» **EXERCISE**
Only lines holding "name" are wanted; copy each of them from the records below.

(PROVIDED ENTRIES Opens)

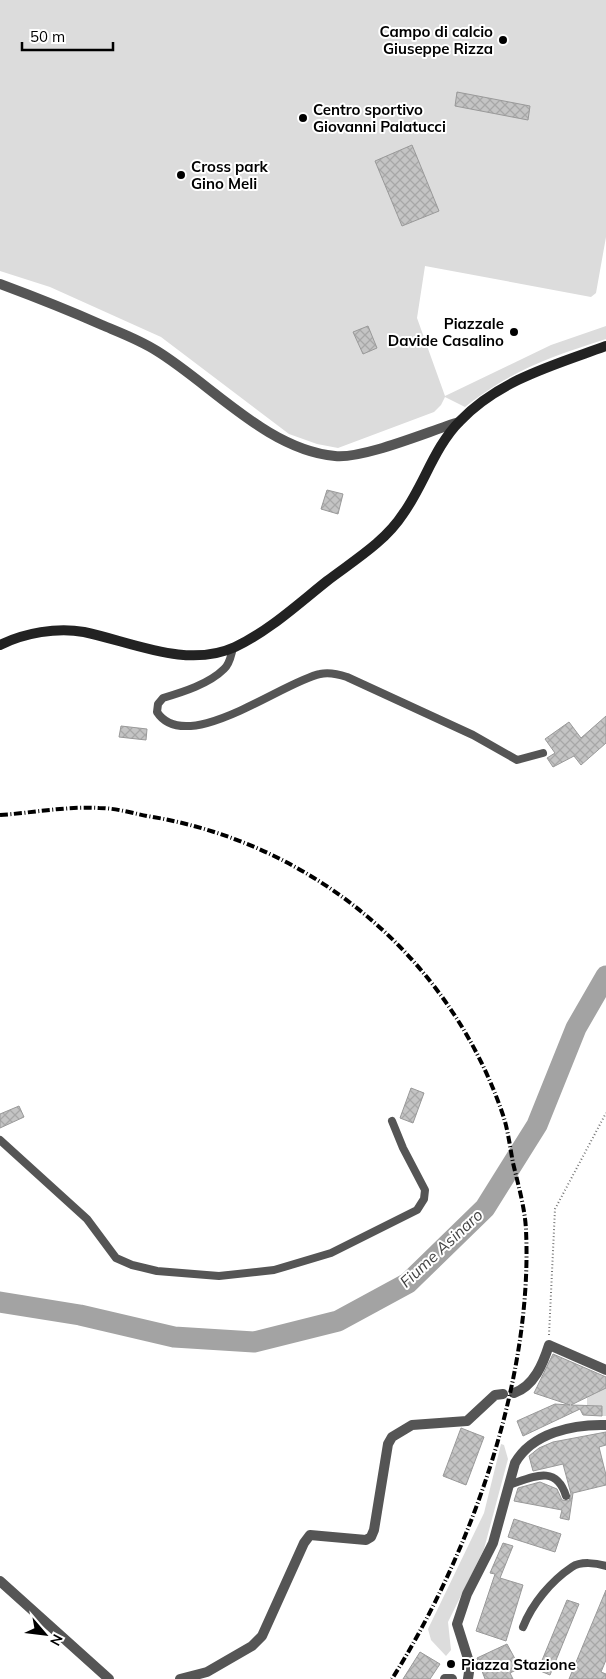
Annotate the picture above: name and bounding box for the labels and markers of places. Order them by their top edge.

(PROVIDED ENTRIES Closes)
(PROVIDED ENTRIES Opens)

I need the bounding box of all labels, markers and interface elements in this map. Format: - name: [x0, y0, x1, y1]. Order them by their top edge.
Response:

(PROVIDED ENTRIES Closes)
(PROVIDED ENTRIES Opens)

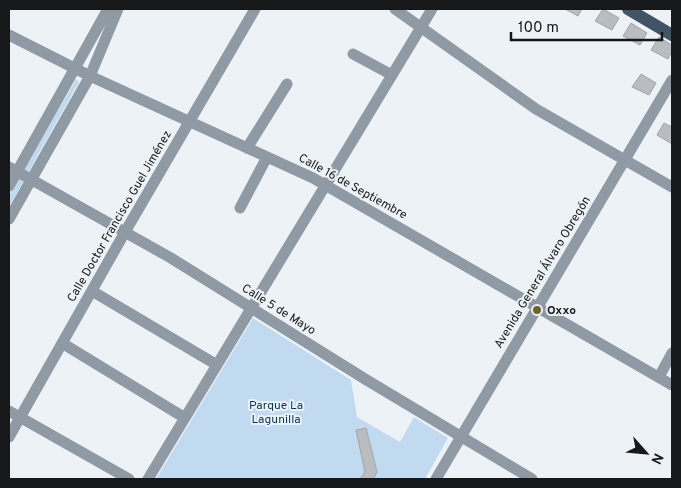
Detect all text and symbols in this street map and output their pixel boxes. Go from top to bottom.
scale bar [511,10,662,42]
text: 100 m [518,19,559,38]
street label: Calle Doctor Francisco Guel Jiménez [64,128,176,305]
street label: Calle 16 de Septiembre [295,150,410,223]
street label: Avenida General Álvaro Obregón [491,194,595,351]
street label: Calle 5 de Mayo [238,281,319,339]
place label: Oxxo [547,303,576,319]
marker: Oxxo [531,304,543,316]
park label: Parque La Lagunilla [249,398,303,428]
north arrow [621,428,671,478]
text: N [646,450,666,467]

(PROVIDED ENTRIES Closes)

» **ANSWER TO THIS TASK**
Annotate the picture above: name and bounding box for the labels and markers of places. Order them by their top edge.
I need the bounding box of all labels, markers and interface elements in this map. Format: - name: [x0, y0, x1, y1]. Order them by their top edge.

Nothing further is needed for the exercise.